Niewłaściwie przeprowadzony onboarding może skutkować wypowiedzeniem nowozatrudnionej osoby już w ciągu pierwszego roku pracy. Według badań Michael Page firma, która po przykładowych 3 miesiącach zostaje bez pracownika, musi ponieść wydatek nawet 90 tysięcy złotych.* Na tę pokaźną sumę składają się między innymi koszty związane z zatrudnieniem, wdrożeniem pracownika, procesami administracyjnymi i rekrutacją następcy.
Duża rotacja w zespołach, ponowne zatrudnienie i frustracja nowych pracowników to jedynie kilka konsekwencji, które wpływają negatywnie na cele biznesowe firmy oraz na atmosferę w pracy. Co więcej, niezadowolenie bardzo szybko rozprzestrzenia się poza organizację. O mało przyjemnych doświadczeniach mówimy w końcu chętniej, przez co pracodawca buduje sobie niesprzyjającą opinie. Niezadowoleni pracownicy, którzy zostają w firmie, pracują z kolei o wiele mniej efektywnie. A jestem pewny, że nie o taki efekt chodzi podczas zatrudniania nowych osób.
Korzyści dobrze przeprowadzonego onboardingu
Onboarding jest naprawdę niedocenianym procesem, który źle zaplanowany skutecznie gasi entuzjazm nowego pracownika. Ustawia go również w pozycji, gdy w zupełnie nowym otoczeniu zbudowanym na niewiadomych, jest zdany jedynie na siebie. I niestety, o ile część osób poradzi sobie z takim wyzwaniem, wielu kandydatów w jego wyniku poniesie porażkę. Żeby jednak nie było tak pesymistycznie, przeprowadzony w przemyślany sposób, może pozytywnie wpłynąć na nastawienie nowego pracownika i zwiększyć jego zaangażowanie w pracy.
Było o wydatkach, to teraz zacznę od oszczędności. Przykładowo, Leroy Merlin przed wprowadzeniem zmian w onboardingu, żegnało się aż z 55% pracownikami ze stażem 0-3 miesiące. Według analizy przeprowadzonej przez markę, obniżenie rotacji o 2 punkty procentowe generowałoby oszczędność w firmie rzędu miliona złotych.
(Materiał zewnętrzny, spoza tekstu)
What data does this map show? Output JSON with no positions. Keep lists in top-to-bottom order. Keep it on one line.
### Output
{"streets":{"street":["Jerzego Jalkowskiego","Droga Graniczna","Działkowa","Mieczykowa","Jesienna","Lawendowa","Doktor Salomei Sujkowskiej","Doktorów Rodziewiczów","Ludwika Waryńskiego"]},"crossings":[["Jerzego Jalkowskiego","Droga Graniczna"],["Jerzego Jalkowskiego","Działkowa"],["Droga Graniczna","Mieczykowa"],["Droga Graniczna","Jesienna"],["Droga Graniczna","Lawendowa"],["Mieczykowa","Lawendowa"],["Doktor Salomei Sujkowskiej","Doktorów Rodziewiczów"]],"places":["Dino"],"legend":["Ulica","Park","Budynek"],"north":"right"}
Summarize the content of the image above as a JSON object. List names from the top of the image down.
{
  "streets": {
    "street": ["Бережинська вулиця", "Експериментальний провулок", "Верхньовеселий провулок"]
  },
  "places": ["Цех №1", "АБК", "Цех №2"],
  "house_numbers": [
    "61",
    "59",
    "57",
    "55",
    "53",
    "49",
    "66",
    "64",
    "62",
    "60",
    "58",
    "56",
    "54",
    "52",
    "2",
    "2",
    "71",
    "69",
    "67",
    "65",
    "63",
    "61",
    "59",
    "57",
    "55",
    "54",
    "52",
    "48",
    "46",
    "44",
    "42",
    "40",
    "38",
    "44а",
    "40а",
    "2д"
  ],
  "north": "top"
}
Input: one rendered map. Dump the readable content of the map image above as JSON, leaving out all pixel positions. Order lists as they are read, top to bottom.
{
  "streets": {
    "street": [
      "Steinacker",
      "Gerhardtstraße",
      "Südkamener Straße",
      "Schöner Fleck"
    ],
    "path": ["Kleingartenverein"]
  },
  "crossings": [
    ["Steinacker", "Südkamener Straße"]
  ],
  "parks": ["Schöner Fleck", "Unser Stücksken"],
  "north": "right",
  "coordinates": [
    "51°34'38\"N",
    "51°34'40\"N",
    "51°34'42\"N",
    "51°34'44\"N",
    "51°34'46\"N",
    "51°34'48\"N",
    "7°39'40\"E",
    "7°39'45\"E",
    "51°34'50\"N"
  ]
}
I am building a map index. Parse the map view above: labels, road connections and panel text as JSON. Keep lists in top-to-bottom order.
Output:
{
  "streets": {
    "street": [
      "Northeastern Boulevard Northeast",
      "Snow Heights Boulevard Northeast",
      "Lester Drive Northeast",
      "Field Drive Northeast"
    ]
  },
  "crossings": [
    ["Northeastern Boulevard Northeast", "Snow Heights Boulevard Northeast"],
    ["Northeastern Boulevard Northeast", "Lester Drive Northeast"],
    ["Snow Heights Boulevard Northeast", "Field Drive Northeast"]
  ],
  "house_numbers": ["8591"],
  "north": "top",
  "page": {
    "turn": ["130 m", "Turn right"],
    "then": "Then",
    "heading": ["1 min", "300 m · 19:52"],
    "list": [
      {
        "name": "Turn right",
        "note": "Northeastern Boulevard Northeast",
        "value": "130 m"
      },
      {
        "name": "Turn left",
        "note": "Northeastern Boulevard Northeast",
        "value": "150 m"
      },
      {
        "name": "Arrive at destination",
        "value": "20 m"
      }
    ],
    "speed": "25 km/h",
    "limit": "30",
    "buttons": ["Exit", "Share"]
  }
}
Brzmi całkiem nieźle, prawda?
Inną zaletą jest fakt, że przemyślany onboarding nowego pracownika zwiększa jego satysfakcję z pracy. Ba, aż 91% osób pozostaje w firmie dłużej, jeżeli na początku ich przygody przeprowadzona została właściwa adaptacja. Firma zwyczajnie, jak na początku każdej znajomości, zbiera punkty, które budują w zatrudnionej osobie zaufanie oraz wizję stabilnej, dobrej organizacji, dającej szansę na świetlaną przyszłość. Po co więc rezygnować z tej relacji?
Kolejną korzyścią skutecznego onboardingu jest wyższa nawet o 50% produktywność pracowników i ich większe zaangażowanie. Odpowiednia adaptacja to także mniejszy stres na początku pracy – nowo zatrudnione osoby mogą zwyczajnie skupić się na zadaniach i budowaniu relacji z zespołem. Wisienką na torcie korzyści przemyślanego onboardingu jest dobry wizerunek pracodawcy. A to zamyka koło, bo ułatwia rekrutację kolejnych osób.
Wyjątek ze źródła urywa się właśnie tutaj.